(TASK DATA)
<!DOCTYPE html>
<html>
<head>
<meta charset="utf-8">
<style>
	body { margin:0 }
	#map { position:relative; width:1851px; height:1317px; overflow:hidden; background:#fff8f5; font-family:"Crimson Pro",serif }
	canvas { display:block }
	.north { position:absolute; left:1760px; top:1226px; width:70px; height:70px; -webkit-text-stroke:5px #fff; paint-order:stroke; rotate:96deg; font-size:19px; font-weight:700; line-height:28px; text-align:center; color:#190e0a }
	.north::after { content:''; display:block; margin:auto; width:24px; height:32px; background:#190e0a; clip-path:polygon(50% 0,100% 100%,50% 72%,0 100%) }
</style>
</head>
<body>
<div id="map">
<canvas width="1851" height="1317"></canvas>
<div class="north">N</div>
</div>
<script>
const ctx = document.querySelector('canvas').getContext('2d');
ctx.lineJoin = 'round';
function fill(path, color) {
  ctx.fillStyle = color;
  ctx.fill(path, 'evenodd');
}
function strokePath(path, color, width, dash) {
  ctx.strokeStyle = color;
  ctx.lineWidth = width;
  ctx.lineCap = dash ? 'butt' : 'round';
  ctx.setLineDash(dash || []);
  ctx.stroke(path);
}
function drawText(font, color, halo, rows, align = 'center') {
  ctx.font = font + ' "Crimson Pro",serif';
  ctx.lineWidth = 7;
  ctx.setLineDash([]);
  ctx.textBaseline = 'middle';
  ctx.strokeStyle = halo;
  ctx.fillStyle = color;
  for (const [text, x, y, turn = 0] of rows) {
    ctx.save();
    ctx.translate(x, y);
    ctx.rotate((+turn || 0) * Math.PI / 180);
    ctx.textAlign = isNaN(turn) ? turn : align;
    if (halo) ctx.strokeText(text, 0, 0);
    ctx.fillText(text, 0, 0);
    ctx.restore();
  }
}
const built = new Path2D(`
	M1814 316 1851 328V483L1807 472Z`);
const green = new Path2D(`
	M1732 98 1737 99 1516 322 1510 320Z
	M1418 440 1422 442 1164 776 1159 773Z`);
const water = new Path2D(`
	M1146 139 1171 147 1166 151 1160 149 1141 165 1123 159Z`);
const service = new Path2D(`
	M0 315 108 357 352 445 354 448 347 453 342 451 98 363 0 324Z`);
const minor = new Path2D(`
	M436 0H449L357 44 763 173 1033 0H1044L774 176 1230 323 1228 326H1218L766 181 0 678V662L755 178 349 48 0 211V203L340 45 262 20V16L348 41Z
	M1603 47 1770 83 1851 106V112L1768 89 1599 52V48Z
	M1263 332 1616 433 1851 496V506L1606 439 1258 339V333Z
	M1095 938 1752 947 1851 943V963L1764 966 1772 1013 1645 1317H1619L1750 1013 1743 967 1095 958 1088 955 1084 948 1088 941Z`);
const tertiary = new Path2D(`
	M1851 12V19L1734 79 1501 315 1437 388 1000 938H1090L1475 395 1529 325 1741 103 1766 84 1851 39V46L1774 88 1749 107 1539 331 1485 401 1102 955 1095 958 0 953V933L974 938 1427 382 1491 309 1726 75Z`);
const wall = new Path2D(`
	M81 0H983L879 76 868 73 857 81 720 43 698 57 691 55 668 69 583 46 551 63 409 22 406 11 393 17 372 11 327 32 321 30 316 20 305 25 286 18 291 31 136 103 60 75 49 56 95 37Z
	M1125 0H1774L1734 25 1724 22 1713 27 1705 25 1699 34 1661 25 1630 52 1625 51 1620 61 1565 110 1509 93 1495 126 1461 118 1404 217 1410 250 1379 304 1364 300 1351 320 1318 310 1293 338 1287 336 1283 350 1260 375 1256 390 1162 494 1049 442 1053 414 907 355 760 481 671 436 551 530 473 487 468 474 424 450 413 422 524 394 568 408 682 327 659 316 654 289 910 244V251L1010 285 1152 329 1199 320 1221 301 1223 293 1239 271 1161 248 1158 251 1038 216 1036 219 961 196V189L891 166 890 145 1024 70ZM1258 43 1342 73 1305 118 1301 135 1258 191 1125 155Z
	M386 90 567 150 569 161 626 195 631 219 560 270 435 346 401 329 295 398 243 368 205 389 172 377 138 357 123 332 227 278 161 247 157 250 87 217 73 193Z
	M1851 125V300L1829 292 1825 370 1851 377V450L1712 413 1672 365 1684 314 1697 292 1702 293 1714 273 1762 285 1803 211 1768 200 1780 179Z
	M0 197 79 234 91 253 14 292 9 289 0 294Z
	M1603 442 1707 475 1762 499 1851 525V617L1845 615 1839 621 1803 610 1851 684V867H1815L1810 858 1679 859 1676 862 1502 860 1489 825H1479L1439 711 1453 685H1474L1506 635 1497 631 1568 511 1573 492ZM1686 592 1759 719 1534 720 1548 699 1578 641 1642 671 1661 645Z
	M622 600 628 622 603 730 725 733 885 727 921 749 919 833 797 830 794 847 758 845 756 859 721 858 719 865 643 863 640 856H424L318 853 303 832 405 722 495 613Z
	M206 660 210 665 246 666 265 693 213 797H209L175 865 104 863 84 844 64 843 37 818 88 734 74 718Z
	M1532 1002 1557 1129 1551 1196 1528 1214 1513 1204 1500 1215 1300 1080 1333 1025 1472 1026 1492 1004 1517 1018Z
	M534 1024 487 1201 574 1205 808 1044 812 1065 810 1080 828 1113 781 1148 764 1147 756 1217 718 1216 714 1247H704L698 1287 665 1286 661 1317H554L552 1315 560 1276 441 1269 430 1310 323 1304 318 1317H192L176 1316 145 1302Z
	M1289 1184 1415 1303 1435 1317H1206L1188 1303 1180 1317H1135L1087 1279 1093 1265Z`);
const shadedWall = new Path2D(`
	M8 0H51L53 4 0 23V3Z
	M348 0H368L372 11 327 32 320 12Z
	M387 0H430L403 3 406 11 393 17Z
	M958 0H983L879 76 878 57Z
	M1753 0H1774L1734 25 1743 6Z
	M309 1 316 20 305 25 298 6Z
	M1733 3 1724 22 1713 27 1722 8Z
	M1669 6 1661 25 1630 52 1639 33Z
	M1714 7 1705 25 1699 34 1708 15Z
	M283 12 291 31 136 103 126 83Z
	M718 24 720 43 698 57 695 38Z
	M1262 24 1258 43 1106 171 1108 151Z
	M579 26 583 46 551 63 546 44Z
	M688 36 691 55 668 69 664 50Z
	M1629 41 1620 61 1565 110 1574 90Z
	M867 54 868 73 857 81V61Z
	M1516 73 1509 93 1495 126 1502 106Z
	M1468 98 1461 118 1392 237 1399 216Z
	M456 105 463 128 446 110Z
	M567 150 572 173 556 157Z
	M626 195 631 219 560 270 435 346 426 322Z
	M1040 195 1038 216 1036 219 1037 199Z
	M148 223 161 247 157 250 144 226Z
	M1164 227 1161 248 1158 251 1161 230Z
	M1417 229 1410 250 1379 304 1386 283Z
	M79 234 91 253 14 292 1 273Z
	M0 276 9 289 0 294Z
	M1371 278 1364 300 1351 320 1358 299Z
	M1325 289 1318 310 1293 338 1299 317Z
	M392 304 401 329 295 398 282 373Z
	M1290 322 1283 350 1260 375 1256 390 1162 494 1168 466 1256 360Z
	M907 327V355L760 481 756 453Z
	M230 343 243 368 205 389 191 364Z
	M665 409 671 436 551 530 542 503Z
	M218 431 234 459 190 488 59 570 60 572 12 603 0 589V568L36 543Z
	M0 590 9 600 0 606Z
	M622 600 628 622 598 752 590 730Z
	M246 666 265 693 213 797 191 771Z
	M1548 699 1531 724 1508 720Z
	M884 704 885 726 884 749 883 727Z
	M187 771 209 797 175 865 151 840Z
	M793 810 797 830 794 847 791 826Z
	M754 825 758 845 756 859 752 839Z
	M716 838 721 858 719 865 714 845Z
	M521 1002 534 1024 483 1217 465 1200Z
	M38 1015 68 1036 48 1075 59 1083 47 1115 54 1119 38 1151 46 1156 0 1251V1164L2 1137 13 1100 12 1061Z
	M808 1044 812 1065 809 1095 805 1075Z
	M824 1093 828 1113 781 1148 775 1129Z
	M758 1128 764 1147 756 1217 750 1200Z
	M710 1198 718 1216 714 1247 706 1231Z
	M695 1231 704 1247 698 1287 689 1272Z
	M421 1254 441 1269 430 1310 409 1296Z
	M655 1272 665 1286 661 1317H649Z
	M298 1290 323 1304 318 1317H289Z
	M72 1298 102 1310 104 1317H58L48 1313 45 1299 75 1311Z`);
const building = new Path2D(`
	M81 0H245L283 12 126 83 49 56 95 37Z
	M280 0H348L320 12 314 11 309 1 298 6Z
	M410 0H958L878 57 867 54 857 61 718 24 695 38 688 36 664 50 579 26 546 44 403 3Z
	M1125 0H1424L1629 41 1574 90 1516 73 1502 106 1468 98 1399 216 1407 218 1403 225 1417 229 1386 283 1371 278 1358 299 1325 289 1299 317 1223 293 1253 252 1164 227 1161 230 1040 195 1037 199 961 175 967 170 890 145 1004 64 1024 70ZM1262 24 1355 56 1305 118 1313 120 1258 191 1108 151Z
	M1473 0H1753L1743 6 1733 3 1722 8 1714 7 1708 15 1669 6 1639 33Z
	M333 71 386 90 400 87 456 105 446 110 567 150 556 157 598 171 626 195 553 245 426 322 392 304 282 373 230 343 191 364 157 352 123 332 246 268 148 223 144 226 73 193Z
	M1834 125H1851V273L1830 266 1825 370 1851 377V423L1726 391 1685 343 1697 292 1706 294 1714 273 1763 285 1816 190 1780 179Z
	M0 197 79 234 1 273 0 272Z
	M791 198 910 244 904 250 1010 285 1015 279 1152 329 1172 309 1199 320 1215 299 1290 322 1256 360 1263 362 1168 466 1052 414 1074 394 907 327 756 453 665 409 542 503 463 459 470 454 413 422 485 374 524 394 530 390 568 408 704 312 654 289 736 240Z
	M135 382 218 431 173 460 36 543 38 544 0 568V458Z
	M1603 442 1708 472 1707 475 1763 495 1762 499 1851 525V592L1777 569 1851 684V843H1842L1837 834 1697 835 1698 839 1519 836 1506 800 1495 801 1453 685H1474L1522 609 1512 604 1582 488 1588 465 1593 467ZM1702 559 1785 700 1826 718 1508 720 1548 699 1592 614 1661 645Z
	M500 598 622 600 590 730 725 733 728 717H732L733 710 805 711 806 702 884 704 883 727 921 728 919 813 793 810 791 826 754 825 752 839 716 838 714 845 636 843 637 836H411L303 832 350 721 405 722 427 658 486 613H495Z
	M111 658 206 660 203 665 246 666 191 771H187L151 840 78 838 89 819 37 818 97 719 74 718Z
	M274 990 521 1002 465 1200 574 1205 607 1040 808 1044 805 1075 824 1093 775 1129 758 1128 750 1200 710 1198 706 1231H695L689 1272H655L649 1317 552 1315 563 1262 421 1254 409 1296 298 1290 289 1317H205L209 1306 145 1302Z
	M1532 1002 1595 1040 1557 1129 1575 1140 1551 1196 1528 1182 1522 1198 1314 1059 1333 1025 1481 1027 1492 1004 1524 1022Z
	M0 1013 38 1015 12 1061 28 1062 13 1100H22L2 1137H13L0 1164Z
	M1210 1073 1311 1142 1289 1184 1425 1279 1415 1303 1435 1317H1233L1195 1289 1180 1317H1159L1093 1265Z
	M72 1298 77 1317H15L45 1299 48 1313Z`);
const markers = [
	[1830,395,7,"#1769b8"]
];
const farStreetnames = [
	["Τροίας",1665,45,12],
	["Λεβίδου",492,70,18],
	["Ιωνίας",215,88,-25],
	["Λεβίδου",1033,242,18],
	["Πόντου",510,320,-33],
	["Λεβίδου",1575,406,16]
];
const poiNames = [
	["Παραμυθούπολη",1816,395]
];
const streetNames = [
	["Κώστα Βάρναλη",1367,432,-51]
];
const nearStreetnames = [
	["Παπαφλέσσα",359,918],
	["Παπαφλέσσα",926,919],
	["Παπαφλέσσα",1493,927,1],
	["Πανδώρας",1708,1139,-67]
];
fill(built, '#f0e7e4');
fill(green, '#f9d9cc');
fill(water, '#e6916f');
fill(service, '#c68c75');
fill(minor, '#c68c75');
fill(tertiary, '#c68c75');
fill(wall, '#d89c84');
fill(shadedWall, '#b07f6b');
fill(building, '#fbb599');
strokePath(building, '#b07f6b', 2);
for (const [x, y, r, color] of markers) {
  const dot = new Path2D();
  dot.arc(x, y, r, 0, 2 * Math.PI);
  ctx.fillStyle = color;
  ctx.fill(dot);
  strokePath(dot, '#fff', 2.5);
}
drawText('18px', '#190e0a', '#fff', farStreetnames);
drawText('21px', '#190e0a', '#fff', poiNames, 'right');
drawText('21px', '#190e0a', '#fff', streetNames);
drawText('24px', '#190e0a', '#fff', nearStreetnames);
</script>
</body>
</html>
(End TASK DATA)
#### [WHAT YOU SHOULD DO]
Check every line of the data above for the string "setLineDash", and copy those that have it.

#### [EXERCISE SOLUTION]
  ctx.setLineDash(dash || []);
  ctx.setLineDash([]);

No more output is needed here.